Dear all,
Attached is a presentation I gave on eLib's experiences with Z39.50 at the
Washington DC Z39.50 Implementers Group (ZIG) last week. I hope I didn't
grossly misrepresent anybody/project (I did do the usual disclaimer that the
comments where my own etc. etc.).
There is a meeting of the ZIG in September 2001 in the UK - this maybe an
opportunity for the various projects to make presentations which go into
more depth. The ZIG are interested both in real applications of Z39.50 but
also in learning where Z39.50 wasn't used where it could or should have been
and the reasons why it wasn't used. They are keen to improve the standard
both in its accessibility/usability as well as functionality.
Finally, Sebastian Hammer of IndexData gave an interesting report on his
findings in large cross-searching with Z39.50. They developed a simplified
Z39.50 client which just did cross-searching (i.e. a command line user
interface etc.). They found that the performance when searching 100 Z39.50
databases was no worse that searching a single database. In general the
response time for searching 100 Z39.50 servers was that of the slowest
server (e.g. if all servers responded within 1-2 seconds the cross-search
would respond within 1-2 seconds). The reason why problems may occur when
searching large numbers of databases tend to be either because the
particular gateway software itself is not well written to scale to that size
or for statistical reasons (it is more likely when searching 100 databases
that one will be slow!). As an aside, one European virtual union project
determined that the poor performance of their gateway was due to a slow
server. The site in question had not been aware of this since prior to the
clump project the server was only accessed from 6 dedicated internal OPACs.
This should be noted, since I suspect many institutions may have servers
sized on internal access only which may need to be upgraded if the intent is
to provide access over the internet (via a virtual catalogue or directly!)

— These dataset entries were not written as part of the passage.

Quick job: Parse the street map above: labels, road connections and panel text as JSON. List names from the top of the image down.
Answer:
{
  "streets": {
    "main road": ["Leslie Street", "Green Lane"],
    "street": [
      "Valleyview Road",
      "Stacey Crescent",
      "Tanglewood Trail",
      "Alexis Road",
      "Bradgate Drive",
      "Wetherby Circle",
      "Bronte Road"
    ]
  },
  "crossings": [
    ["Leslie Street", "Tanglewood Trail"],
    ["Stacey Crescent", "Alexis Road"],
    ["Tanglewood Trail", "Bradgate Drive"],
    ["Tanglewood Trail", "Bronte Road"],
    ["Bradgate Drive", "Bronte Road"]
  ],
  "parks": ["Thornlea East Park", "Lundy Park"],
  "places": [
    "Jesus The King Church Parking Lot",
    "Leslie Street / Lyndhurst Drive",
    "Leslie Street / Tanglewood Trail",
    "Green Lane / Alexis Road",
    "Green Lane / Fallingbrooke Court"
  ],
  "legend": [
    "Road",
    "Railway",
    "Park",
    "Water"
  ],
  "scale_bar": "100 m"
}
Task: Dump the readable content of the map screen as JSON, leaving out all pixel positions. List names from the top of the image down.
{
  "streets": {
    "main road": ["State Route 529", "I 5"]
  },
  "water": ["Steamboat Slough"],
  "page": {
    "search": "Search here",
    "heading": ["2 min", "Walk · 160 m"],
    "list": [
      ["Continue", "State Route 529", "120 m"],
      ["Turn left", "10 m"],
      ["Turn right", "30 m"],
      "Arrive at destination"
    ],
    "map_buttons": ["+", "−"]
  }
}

This, of course, has obvious repercussions in how large a virtual catalogue
can be. There are of course other issues - when search 100 catalogues the
number of hits will be in general 100 times more than when searching 1, and
this number of hits will have implications on the usability of the interface
(if the searches aren't particularly precise) and on any post-search
manipulation of results (e.g. sorting).